Monday, June 30, 2014

What is Your Health Legacy?

I spent a weekend in June learning from Daniel Amen, MD, Daniel Siegel, MD, Mark Hyman, MD,  Tana Amen, RN and a variety of other mental health, physical health, wellness and fitness experts at "Brain and Body Turnaround". The conference got me thinking about how much we each need to take responsibility for our health, and the patterns we are modeling for our children and grandchildren.

Dr. Amen is a neurologist and psychiatrist who founded the Amen Clinics, where he is well-known for using brain scans to help identify certain kinds of physical and mental illness, and his studies show the impact of improved health habits on brain functioning. Dr. Siegel is a UCLA child psychiatrist and leading expert and researcher in mindfulness.

We each inherit certain genetic predispositions, but we can take control for doing our best to manage our moods and not trigger health problems. We all have choices about our thinking, the food we eat, having good sleep habits, and whether or not we exercise. I enjoyed the conference because it focused on getting past excuses and making some small changes. Even a few changes, like adding in a daily walk, can have a huge impact on your physical and mental wellness.

Each of us has to decide what health legacy we want to leave behind us. Our life is our message. It is more powerful than whatever you could say to your children.

Do you want younger family members to see you actively engaged in learning new things, practicing mindfulness, forgiving others and yourself, making repairs to tense relationships when you can? I always admire people who continuously seek personal growth and deeper relationships, as opposed to sliding by in quiet desperation or complaints. Taking action to make relationships stronger and more satisfying is a sign of mental wellness. I have had clients into their 80's and beyond who are working hard on making a relationship better, or making a life adjustment successful. I love to see that kind of open-minded aging.

Many mental health concerns, such as anxiety and depression are helped greatly by daily moderate exercise. I routinely ask about how much my clients are exercising, which can help ease both anxiety and depression symptoms.

Working with your own automatic negative thoughts daily and learning to counter them is critically important. Each of us is vulnerable to sometimes using black and white thinking, emotional reasoning, mind-reading, personalization and other thought errors which can make us feel worse if we don't trash them daily. You may want to write them out, counter them and rip them up!

Taking responsibility for what we eat and the exercise we get daily is also an aspect of optimal wellness. Reducing or eliminating sugars, for example can help us avoid weight gain and stabilize mood.

We want to avoid a "victim" mentality about our health and genetic risk factors. We want to think of our doctors as consultants, not our fathers or mothers. It is healthy to ask questions and get second opinions. I noticed years ago when I helped lead an arthritis support group for a local hospital, how much better patients did when they were active in the treatment, educated about options, and physically active and cooperative with dietary changes.

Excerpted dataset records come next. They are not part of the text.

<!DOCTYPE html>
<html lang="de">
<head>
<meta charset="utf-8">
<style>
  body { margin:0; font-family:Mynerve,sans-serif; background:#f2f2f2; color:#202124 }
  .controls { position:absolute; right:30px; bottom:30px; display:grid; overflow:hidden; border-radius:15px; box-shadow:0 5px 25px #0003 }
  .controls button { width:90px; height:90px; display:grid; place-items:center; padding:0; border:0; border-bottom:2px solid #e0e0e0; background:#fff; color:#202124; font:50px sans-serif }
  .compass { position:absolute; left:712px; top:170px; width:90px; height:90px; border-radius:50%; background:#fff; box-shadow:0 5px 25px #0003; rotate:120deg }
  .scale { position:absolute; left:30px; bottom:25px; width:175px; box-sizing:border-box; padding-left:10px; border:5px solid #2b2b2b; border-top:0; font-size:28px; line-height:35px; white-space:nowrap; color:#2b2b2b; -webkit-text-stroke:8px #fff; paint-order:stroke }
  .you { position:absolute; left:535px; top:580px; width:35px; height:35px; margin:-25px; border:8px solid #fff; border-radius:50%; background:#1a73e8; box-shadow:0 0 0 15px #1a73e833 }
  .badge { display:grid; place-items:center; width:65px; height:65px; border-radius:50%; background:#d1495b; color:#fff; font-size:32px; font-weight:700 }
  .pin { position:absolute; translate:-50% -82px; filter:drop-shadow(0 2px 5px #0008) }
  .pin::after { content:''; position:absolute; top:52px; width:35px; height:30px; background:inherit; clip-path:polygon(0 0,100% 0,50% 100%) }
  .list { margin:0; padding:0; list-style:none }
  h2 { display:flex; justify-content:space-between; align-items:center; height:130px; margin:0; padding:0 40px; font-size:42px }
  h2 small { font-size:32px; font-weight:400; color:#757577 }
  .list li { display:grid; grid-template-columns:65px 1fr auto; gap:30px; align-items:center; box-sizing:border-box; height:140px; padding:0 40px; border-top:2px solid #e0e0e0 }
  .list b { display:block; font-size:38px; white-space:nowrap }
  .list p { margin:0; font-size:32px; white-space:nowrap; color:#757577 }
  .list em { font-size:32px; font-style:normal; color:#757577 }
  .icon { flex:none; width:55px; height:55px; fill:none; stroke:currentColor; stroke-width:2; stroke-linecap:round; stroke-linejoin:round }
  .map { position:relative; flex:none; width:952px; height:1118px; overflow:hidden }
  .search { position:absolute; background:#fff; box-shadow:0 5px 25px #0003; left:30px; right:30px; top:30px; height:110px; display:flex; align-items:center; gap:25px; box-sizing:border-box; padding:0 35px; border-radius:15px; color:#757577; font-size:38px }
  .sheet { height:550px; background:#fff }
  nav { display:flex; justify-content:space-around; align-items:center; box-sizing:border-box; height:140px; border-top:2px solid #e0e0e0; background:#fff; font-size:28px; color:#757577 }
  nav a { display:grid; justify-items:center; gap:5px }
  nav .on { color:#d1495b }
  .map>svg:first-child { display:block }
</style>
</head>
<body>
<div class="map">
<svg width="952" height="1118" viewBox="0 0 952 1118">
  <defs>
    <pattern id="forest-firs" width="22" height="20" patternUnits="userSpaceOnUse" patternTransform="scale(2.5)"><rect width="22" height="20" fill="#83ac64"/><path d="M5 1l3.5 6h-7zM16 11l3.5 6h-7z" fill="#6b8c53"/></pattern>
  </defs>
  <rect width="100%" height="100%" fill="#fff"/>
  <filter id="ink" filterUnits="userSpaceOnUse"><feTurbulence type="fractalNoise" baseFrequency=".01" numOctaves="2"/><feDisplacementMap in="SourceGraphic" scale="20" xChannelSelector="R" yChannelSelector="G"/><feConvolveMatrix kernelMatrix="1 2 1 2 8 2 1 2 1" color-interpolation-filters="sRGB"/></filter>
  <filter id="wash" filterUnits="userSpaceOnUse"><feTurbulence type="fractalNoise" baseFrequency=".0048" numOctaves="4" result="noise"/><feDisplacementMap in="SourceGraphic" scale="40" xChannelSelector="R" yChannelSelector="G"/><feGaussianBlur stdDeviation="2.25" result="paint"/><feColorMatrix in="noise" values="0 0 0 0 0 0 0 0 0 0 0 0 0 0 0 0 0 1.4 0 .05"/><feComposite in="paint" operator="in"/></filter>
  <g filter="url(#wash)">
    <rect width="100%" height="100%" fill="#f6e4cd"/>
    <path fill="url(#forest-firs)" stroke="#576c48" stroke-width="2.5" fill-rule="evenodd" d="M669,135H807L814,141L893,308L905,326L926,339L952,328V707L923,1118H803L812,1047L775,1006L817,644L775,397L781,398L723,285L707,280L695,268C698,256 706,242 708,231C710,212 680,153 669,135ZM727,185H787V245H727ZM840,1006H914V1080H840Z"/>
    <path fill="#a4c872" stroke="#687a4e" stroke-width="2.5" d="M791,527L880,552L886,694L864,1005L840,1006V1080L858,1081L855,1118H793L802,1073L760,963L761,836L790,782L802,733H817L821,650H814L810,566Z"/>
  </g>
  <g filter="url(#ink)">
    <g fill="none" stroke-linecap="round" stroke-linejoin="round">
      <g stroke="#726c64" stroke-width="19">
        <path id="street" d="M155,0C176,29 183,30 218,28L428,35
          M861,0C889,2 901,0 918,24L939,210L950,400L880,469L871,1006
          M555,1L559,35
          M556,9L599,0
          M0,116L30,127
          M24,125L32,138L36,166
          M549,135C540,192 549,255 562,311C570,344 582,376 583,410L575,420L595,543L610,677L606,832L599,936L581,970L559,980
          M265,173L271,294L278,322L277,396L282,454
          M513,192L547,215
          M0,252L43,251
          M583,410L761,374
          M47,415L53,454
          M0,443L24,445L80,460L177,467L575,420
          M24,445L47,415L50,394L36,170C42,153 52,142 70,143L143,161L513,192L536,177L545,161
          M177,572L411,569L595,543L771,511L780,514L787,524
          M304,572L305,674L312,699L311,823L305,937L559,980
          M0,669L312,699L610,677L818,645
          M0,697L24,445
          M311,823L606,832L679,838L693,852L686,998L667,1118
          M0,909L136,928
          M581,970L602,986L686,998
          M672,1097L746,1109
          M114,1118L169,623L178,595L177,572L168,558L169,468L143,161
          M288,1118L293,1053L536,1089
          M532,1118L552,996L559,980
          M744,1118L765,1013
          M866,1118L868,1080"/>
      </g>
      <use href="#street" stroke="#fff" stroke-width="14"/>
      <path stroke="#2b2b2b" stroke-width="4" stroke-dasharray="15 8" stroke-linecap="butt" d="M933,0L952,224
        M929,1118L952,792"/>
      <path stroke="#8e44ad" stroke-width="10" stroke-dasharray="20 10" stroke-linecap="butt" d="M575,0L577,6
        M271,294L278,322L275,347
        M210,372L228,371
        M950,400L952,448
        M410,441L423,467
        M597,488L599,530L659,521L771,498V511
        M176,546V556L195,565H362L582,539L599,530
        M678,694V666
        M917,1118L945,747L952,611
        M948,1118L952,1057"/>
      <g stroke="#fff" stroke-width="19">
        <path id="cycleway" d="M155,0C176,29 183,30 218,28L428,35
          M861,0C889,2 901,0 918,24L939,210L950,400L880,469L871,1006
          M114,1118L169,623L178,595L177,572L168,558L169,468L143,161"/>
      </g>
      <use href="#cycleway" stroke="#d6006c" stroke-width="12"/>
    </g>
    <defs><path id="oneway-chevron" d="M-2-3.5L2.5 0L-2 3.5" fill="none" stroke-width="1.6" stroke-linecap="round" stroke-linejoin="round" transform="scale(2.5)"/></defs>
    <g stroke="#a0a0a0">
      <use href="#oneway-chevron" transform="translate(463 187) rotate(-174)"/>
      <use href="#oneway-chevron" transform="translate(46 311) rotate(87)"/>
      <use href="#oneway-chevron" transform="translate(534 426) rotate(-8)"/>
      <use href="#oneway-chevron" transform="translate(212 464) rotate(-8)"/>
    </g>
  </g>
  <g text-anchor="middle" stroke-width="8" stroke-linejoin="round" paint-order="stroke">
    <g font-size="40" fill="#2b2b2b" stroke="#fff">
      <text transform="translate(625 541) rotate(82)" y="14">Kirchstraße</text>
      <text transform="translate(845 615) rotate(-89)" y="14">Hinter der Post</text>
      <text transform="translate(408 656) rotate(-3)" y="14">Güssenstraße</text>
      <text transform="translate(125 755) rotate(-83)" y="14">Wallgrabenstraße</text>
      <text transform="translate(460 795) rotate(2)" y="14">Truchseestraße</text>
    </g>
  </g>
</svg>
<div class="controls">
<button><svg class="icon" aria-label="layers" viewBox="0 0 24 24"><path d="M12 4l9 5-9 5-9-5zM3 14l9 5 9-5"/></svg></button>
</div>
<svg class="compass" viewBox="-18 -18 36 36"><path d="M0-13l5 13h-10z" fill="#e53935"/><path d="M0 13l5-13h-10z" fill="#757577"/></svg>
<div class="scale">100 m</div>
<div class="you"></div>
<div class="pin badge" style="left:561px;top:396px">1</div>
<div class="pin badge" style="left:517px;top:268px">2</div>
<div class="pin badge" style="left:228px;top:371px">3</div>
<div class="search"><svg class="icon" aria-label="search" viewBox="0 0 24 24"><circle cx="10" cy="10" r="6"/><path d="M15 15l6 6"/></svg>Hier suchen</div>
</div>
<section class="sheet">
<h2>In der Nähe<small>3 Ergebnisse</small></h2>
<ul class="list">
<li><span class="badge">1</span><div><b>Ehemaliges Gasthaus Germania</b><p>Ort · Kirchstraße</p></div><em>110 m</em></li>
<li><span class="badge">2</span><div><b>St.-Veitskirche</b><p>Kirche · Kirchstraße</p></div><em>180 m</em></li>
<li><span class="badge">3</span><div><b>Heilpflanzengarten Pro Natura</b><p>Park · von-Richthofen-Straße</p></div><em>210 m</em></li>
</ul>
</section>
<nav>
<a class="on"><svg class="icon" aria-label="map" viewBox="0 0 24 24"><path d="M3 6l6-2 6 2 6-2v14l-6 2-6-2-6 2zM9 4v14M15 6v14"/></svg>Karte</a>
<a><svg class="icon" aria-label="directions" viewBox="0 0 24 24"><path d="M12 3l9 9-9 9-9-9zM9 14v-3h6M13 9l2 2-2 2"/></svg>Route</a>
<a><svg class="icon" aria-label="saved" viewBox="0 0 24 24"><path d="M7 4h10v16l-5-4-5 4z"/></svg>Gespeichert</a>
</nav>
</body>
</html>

As we age, we need to make a decision if we want to  take responsibility for staying as active, healthy and vital as we can as long as we can. What helps?

1. Exercise daily. Start slowly if you haven't been active, and get your doctor's approval.

2. Limit or eliminate sugars, energy drinks, and soda. Limit alcohol use, too.

3. Eat more fruits and vegetables.

4. Keep your weight in the right range, with a BMI under 25. Overweight is considered a BMI of 25-29.9, while obesity begins at a BMI of 30. Obesity increases risk for Type 2 diabetes, heart disease, some cancers, sleep apnea, stroke, osteoarthritis and other diseases.

5. Drink more water.

6. Consider going organic with your produce to avoid pesticides.

6. Develop good sleep habits. Limit caffeine after noon, set a routine wind down time, sleep time and waking hour. Turn off technology (television, computer, ipad, cell, etc.) an hour before bed as the light is activating for your brain.

7. Keep learning new things.

8. Practice quieting your mind with gardening, needlework, reading, meditation, prayer, silence, listening to music, or guided imagery daily. This will help you manage your moods better.

9. Don't believe every stupid negative thought you have. Sweep them out daily.

10. Stay open to building and developing your friendships and your love relationship to be genuine, mutually supportive and honest. Spend time with people you care about.

11. Help others. Find a way to contribute to the planet at whatever stage of life you are in. Someone needs you, and love makes us real. Find a need and fill it, whether it's in your home, your neighborhood or the larger world.

12. Heal childhood wounds and work through losses. If you are still hurting about things from childhood or an unresolved loss, find a good therapist who can help you work through your feelings
and experiences and let it go. Don't keep carrying your pain around.

Don't carry forward unhealthy lifestyle habits or mental/emotional habits to share with younger people in your family. You can break any pattern or tradition you want, from negative fear-based thinking,  emotional overeating, poor parenting, addiction issues, rigidity, unhealthy relationships or depression/anxiety. It's what you do with what you have that helps you leave a positive legacy of mental and physical health.